Main négative d'époque préhistorique à la Grotte du Pech Merle, dans le Lot, France

source de l'image : http://fr.wikipedia.org/wiki/Fichier:Pech_Merle_main.jpg


 

 

 

Bien sûr, les humains préhistoriques n'étaient pas des imbéciles, ils se rendaient bien compte que ces mains réalisées au pochoir ne donnaient pas à la roche de réelles possibilités de préhension, mais l'idée est que c'est précisément à cause de leur incongruité et de leur absurdité pratique pour la roche qu'ils lui ont donné ces mains. Ce qui comptait, ce n'était pas ce que la roche en faisait ou non, mais ce que cela faisait aux humains de voir la roche ainsi munie de mains et rendue semblable à eux sous cet aspect. Ce qui comptait, c'était de voir, par le moyen de cette anomalie criante, la matière pourvue des attributs habituellement considérés spécialement utiles pour concrétiser l'activité de l'esprit. Pour donner un équivalent contemporain à ce qu'ils devaient ressentir à cette vue, on peut probablement évoquer l'effet que produit sur nous un robot d'apparence humanoïde qui se déplace et qui agite ses jambes, ses bras et sa tête, exactement comme le ferait un humain, ou bien qui semble manifester des sentiments qui font douter qu'il ne soit pas un humain.
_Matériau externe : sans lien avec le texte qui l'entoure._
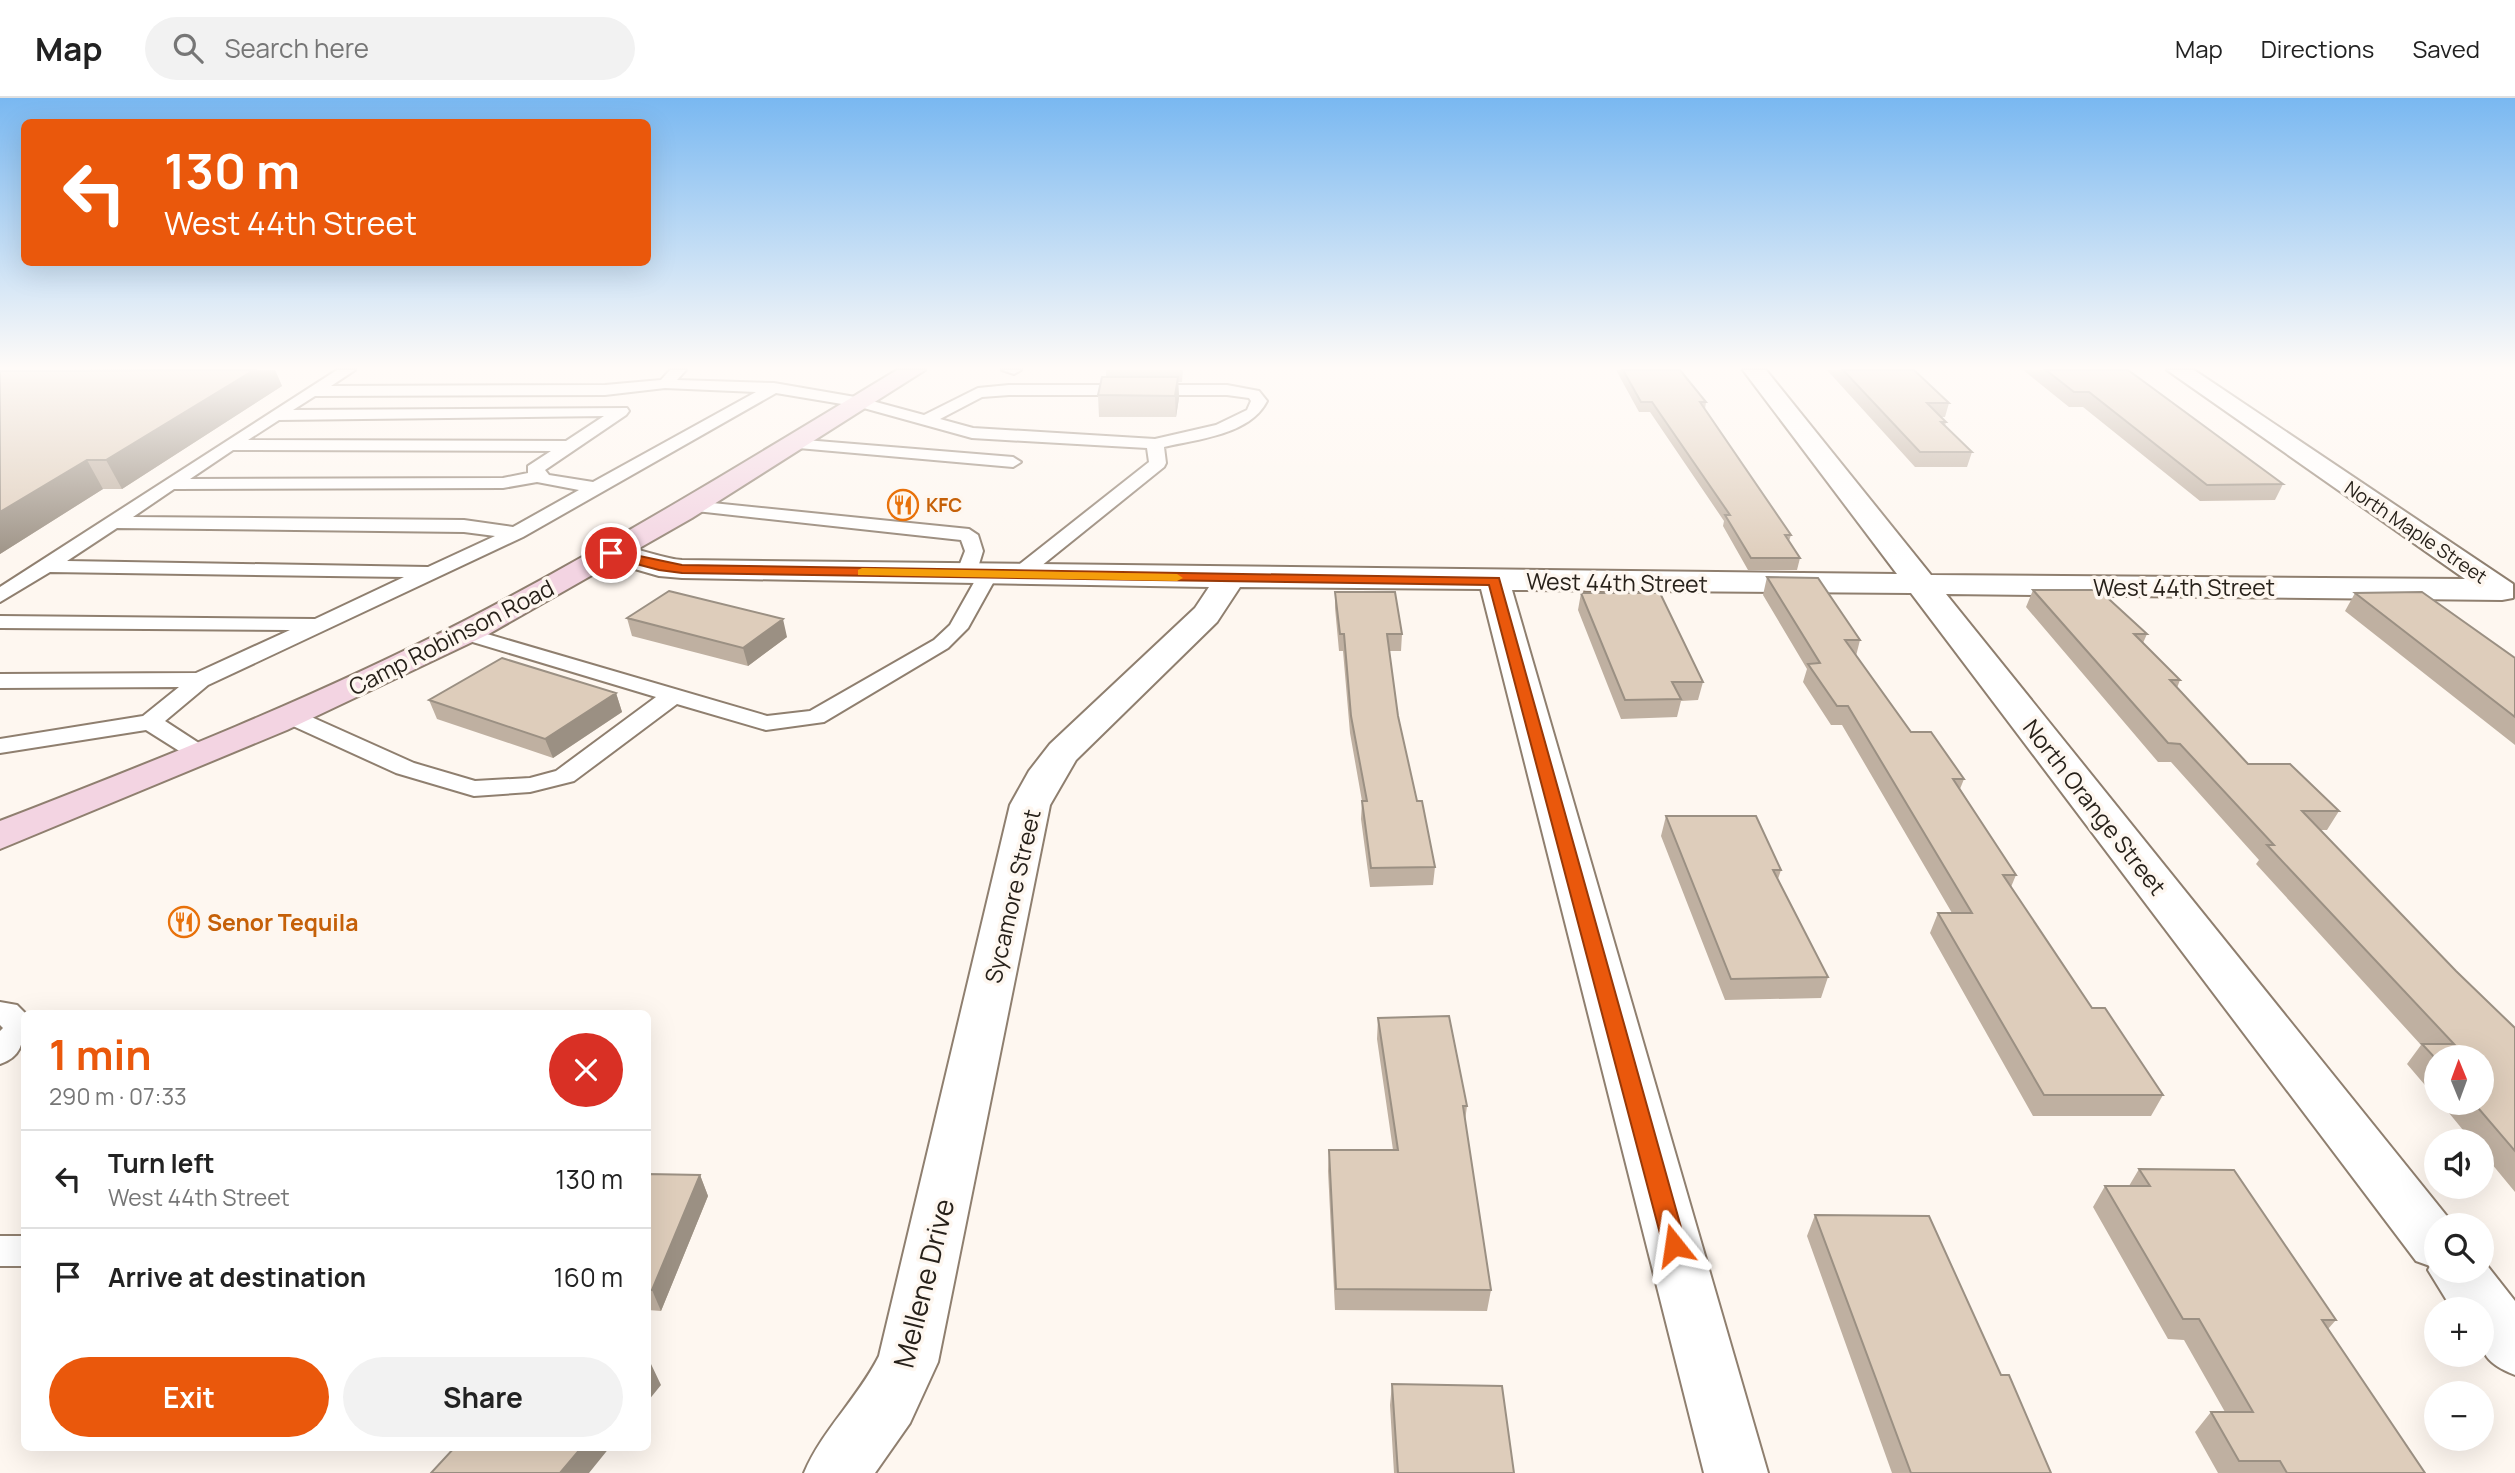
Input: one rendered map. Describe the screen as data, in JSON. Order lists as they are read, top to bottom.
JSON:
{
  "streets": {
    "main road": ["Camp Robinson Road"],
    "street": [
      "North Maple Street",
      "West 44th Street",
      "North Orange Street",
      "Sycamore Street",
      "Mellene Drive"
    ]
  },
  "crossings": [
    ["North Maple Street", "West 44th Street"],
    ["West 44th Street", "Camp Robinson Road"],
    ["West 44th Street", "North Orange Street"],
    ["West 44th Street", "Sycamore Street"],
    ["Sycamore Street", "Mellene Drive"]
  ],
  "places": {
    "restaurant": ["KFC", "Senor Tequila"]
  },
  "north": "top",
  "page": {
    "header": "Map",
    "search": "Search here",
    "nav": ["Map", "Directions", "Saved"],
    "turn": ["130 m", "West 44th Street"],
    "heading": ["1 min", "290 m · 07:33"],
    "map_buttons": ["+", "−"],
    "list": [
      {
        "name": "Turn left",
        "note": "West 44th Street",
        "value": "130 m"
      },
      {
        "name": "Arrive at destination",
        "value": "160 m"
      }
    ],
    "buttons": ["Exit", "Share"]
  }
}
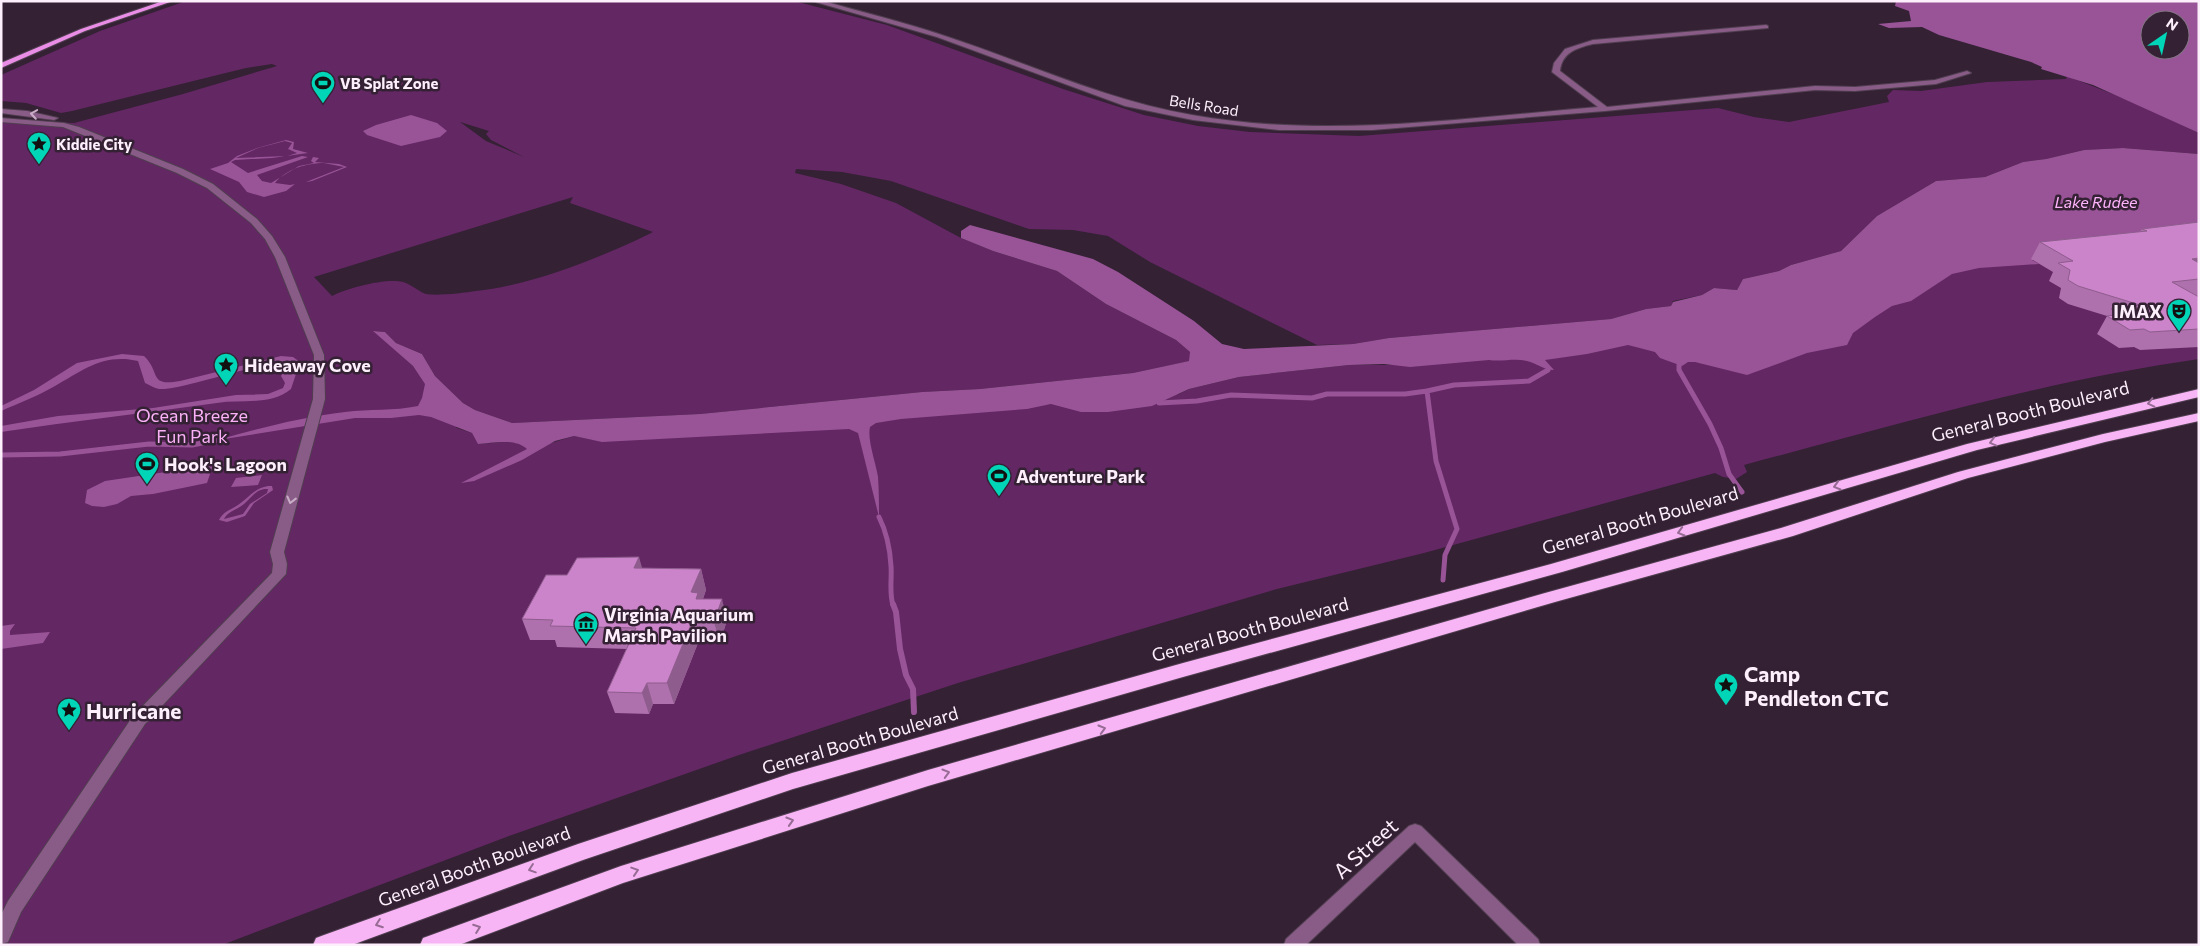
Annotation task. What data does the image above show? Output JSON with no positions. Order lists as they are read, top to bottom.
{
  "streets": {
    "highway": ["General Booth Boulevard"],
    "street": ["Bells Road", "A Street"]
  },
  "water": ["Lake Rudee"],
  "parks": ["Ocean Breeze Fun Park"],
  "places": {
    "sports": ["VB Splat Zone", "Hook's Lagoon", "Adventure Park"],
    "place": [
      "Kiddie City",
      "Hideaway Cove",
      "Camp Pendleton CTC",
      "Hurricane"
    ],
    "theatre": ["IMAX"],
    "museum": ["Virginia Aquarium Marsh Pavilion"]
  },
  "north": "top right"
}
Oui, bien sûr, ce n'est qu'un robot, et l'on est parfaitement conscients qu'il ne s'agit pas d'une personne qui pense et qui ressent des émotions, mais quel choc, tout de même, et quel choc précisément parce que l'on n'est pas dupe et que l'on considère pleinement le contraste entre l'apparence humaine d'un robot et sa réalité de mécanique construite de toutes pièces.

 




 

Quelques exemples de robots humanoïdes japonais    Sources des images : https://www.societyofrobots.com/robotforum/index.php?topic=16941.0, http://pinktentacle.com/2010/08/telenoid-r1-minimalist-humanoid-robot/  et https://boisdron.com/2021/03/pourquoi-a-t-on-peur-des-robots-la-vallee-de-letrange/

 

On peut aussi évoquer Hal, l'ordinateur du vaisseau spatial du film « 2001, L'odyssée de l'espace » de Stanley Kubrick, et ce qu'il y a de sidérant pour nous d'entendre l'ordinateur – une machine, pourtant, on en est bien conscient – se plaindre que le cosmonaute lui coupe progressivement l'énergie et l'étouffe progressivement, le tue progressivement. Ce qu'il y a de sidérant et d'émouvant pour nous à l'entendre geindre de plus en plus faiblement au fur et à mesure de son arrêt, exactement comme le ferait un humain conscient d'être en train de mourir. On est sidéré de l'entendre, alors que l'on sait bien, pourtant, que ce n'est qu'un ordinateur, seulement un ensemble de câbles et de circuits électriques, et alors même que l'on sait très bien que ce n'est que du cinéma.
 

 

« L'oeil » de Hal, l'ordinateur de L'odyssée de l'espace de Stanley Kubrick

Source de l'image : http://fr.wikipedia.org/wiki/Fichier:Logoparanobe.jpg


 

 

 

 

Ce n'est que du cinéma ! Parlons-en, précisément, de cinéma. N'est-on pas bouleversé, parfois, par ce qui se passe dans un film, alors que l'on sait que « ce n'est pas pour de vrai », que ce qui arrive sur l'écran n'arrive pas réellement et que c'est seulement « comme si » ? Et pourtant, rien que pour être ainsi bouleversé par des histoires dont nous savons parfaitement qu'elles sont factices, notre civilisation dépense des millions et des milliards dans l'industrie cinématographique. Alors, pourquoi considérer que les humains préhistoriques n'auraient pas dépensé l'énergie minime de la réalisation de mains en pochoir, tout absurde que cela soit, rien que pour être sidérés par l'effet que l'on ressent lorsqu'on fait comme si le rocher avait des mains ?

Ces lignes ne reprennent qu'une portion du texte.